Maria shrugged, studying her nails. Her face was too white, as if she’d never seen the light of day. “A stupid girl daydreaming,” she said. “Nellie couldn’t very well tell her mother the truth, could she? So she said she worked at the radio station, as a secretary. Not that it fooled anyone, if you want my opinion, though it wasn’t in their interest to say otherwise. She was her family’s only source of revenue. The fact that she was unhappy – that wasn’t their business. They didn’t want to know.”

The tiny apartment was overheated and cramped, with clothes all over the floor, but it offered a nice view of the sea. I strolled towards the window. “All right,” I said. “So Nellie, who was supporting her widowed mother and four-year-old son, lied to her family and told them she held an office job. Then one day she tells Klara Nylund she’s going solo, and several days later she turns up dead. Is it reasonable to think she might have stopped working for Klara Nylund because she’d met someone?”

“I don’t know,” Maria said. She pulled a strand of hair out of her ponytail and started twisting it around her finger. “Are you really a former policewoman? Klara told me you were a friend of the inspectors in the homicide squad.”

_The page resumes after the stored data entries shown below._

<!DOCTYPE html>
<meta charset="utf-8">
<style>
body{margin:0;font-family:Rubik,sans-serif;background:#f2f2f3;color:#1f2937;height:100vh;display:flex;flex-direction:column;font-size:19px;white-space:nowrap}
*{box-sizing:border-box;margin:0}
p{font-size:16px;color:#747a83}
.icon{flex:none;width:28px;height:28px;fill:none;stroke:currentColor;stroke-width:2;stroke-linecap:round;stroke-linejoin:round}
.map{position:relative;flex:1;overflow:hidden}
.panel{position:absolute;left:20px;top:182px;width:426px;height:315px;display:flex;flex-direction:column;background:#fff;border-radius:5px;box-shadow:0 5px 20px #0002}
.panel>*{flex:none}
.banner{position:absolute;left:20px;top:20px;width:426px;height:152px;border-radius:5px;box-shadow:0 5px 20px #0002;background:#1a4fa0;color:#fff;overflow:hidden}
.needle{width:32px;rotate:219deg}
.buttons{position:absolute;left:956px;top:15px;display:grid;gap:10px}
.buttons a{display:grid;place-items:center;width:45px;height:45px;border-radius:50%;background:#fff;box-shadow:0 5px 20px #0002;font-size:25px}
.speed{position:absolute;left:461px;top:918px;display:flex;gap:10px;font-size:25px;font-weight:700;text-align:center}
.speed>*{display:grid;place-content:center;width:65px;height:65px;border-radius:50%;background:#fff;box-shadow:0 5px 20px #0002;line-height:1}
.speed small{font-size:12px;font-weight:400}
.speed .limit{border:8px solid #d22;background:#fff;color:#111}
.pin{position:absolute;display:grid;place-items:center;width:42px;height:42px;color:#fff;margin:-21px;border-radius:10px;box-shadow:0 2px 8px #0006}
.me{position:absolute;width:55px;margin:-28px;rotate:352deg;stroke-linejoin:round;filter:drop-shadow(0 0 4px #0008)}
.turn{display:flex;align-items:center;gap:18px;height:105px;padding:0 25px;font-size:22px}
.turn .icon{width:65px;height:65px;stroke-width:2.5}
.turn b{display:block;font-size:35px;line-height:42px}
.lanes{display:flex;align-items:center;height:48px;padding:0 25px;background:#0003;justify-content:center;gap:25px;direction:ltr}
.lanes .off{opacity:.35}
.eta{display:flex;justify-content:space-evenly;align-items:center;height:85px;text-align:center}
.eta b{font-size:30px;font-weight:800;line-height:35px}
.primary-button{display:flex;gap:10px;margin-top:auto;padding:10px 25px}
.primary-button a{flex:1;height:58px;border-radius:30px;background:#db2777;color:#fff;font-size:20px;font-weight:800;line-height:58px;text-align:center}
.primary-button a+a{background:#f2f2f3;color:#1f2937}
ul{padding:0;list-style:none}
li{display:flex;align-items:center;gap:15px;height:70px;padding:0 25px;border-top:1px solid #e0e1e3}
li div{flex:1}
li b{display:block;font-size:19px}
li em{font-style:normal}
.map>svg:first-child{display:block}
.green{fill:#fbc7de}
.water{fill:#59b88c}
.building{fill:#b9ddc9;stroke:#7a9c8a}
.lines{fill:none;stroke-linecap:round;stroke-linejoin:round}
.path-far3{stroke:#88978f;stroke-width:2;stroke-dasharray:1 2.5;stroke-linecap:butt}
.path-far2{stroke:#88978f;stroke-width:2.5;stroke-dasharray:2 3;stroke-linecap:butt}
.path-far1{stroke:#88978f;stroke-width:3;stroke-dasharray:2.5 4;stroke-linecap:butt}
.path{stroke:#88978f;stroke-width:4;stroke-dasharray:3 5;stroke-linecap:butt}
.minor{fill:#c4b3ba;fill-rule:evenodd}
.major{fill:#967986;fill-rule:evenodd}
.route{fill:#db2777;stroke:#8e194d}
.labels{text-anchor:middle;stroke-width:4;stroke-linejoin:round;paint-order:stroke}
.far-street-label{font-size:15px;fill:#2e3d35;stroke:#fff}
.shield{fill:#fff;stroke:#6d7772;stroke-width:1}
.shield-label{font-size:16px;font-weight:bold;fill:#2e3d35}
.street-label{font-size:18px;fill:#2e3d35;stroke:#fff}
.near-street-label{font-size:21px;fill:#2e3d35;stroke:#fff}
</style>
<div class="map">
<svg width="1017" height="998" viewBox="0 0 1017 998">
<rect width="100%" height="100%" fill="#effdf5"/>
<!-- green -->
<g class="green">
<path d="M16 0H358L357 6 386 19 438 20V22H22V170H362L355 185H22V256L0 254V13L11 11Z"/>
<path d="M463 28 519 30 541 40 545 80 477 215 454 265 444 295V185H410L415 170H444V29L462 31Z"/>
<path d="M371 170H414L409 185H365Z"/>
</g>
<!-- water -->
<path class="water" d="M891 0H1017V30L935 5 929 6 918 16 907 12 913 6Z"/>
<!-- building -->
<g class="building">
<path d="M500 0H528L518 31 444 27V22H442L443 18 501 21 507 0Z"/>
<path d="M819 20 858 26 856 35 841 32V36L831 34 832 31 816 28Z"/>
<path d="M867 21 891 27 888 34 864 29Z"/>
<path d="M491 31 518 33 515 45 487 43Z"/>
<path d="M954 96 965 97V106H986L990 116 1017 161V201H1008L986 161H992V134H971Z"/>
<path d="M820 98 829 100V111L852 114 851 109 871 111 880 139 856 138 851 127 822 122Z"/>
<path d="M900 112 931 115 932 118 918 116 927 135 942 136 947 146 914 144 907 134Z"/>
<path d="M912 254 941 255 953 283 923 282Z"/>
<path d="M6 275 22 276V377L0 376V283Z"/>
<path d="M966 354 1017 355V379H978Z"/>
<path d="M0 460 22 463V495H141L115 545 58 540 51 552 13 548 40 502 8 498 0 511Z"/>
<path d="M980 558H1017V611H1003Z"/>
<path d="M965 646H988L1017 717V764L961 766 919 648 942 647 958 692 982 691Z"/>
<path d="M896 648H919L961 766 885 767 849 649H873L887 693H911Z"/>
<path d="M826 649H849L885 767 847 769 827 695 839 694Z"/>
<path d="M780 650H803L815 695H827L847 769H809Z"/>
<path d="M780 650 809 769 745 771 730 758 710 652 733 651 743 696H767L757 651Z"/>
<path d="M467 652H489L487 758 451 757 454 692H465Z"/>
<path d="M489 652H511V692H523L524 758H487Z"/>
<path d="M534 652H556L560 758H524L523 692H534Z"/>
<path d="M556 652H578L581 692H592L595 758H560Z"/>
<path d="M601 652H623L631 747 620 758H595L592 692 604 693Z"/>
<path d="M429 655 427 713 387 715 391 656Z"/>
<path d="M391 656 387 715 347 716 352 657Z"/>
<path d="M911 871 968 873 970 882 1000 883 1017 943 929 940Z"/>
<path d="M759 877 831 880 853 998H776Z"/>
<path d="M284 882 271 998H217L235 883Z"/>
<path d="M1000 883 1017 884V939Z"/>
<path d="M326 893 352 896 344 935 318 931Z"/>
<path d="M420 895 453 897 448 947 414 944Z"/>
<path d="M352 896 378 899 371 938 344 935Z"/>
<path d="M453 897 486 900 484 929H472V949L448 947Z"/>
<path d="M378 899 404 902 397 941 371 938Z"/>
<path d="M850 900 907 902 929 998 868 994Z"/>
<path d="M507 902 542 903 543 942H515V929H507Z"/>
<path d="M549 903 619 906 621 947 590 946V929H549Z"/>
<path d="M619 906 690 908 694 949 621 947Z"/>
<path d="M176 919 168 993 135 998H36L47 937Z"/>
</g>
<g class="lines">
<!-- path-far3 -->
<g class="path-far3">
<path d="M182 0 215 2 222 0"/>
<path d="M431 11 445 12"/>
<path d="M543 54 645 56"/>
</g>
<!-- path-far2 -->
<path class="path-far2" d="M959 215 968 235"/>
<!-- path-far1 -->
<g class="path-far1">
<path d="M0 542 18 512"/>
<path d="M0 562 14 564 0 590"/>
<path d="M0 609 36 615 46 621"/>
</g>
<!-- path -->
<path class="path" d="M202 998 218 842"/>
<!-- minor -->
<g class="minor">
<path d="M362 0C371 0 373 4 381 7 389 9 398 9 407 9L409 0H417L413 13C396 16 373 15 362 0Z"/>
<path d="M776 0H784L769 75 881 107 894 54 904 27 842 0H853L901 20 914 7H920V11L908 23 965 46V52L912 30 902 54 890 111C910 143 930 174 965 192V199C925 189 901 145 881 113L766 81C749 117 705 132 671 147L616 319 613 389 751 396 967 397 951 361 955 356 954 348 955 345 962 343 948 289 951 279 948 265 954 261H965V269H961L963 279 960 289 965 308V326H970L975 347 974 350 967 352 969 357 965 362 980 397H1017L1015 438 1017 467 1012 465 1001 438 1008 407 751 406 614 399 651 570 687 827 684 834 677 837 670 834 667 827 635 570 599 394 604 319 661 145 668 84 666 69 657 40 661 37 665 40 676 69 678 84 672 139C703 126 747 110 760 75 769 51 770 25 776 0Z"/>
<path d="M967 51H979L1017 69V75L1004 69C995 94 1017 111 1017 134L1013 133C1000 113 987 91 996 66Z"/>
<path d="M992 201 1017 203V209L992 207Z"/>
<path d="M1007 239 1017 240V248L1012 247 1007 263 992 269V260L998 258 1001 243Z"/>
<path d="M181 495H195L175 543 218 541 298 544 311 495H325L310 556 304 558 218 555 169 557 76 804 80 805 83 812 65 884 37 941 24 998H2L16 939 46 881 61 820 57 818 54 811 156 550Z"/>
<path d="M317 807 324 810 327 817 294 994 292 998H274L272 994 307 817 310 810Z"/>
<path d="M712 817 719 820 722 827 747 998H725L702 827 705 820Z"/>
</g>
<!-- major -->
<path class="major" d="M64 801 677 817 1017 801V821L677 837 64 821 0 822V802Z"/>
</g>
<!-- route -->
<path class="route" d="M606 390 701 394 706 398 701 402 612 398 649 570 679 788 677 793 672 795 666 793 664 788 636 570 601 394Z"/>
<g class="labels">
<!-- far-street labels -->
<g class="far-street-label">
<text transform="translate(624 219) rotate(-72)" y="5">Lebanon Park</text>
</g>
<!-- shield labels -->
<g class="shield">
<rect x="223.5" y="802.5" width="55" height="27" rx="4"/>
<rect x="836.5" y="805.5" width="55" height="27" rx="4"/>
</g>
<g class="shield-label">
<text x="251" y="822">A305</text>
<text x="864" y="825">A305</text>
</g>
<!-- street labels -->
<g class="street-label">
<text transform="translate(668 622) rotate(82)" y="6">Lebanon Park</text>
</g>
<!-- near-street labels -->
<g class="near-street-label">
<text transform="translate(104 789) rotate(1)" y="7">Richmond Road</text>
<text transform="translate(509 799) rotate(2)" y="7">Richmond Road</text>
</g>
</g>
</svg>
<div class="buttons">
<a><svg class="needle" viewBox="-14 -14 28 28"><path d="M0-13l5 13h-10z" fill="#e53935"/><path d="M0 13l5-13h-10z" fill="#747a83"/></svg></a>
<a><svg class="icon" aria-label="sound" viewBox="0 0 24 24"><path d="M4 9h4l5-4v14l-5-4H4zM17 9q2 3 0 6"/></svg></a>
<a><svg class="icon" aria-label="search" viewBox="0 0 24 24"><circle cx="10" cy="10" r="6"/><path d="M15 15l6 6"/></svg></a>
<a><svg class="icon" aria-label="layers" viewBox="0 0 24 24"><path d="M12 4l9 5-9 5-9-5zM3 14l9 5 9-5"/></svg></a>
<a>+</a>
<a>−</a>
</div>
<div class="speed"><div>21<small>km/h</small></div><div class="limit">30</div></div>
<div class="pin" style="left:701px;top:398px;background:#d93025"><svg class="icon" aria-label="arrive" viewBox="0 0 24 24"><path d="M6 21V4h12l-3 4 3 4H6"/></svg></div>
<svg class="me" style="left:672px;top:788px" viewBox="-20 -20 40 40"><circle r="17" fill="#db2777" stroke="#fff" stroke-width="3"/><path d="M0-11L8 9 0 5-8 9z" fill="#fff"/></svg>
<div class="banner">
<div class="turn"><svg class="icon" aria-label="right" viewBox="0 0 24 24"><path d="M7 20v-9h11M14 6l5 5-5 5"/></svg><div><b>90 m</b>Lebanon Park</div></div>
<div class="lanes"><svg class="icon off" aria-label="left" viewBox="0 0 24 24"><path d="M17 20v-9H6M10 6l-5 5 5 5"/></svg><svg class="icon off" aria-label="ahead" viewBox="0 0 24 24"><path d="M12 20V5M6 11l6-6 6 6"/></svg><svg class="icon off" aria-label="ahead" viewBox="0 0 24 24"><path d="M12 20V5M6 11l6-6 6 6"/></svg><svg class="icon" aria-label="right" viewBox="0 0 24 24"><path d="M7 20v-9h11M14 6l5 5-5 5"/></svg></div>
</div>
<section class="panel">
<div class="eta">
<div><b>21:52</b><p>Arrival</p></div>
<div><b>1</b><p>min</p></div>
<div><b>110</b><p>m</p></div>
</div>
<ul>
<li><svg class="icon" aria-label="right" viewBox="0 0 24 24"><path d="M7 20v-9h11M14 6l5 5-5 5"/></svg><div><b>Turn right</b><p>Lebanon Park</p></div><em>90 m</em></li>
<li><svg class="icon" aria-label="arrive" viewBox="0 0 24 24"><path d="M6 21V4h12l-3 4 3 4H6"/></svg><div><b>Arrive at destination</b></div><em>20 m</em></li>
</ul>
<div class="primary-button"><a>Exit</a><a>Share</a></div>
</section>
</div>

“I used to work with Inspectors Jokela and Mustonen, but now I’m on my own.”

“Why? Did you quarrel with them?”

“Not at all.” I hoped I was convincing enough. “My relationship with the police is great – they recommended me.”

“Yes,” Maria said. “That’s what I’ve heard.”

This interview was not going the way I had expected. “Maria,” I said. “I don’t mean to frighten you, but it’s in your best interest to tell me if you know anything at all about the circumstances surrounding Nellie’s disappearance.”

The girl looked away. She knew something, but she wasn’t going to tell me. She was too scared.

“Do you know what I think?” I said.

Maria looked up at me.

“I think your friend met someone she was serious about. At the time of her death, Nellie was three months pregnant, did you know that?”

The girl didn’t answer.

“There are ways to get rid of unwanted pregnancies, and I would expect that someone in your profession would know all about them. So the question is: why didn’t she? Did she think she had a future with the baby’s father?”

“If Nellie believed she could don a frilly apron and pretend the past never happened, she was stupid. For women like us, getting married is about the worst thing that can happen: losing our independence and being prevented from using the only asset we’ve got? No thank you.” Maria attempted a laugh. “Nellie knew what I thought about it. She wouldn’t have confided in me. Besides, we weren’t even that close.”

“She came to you the day she disappeared, because her curling iron broke and she needed to borrow yours.”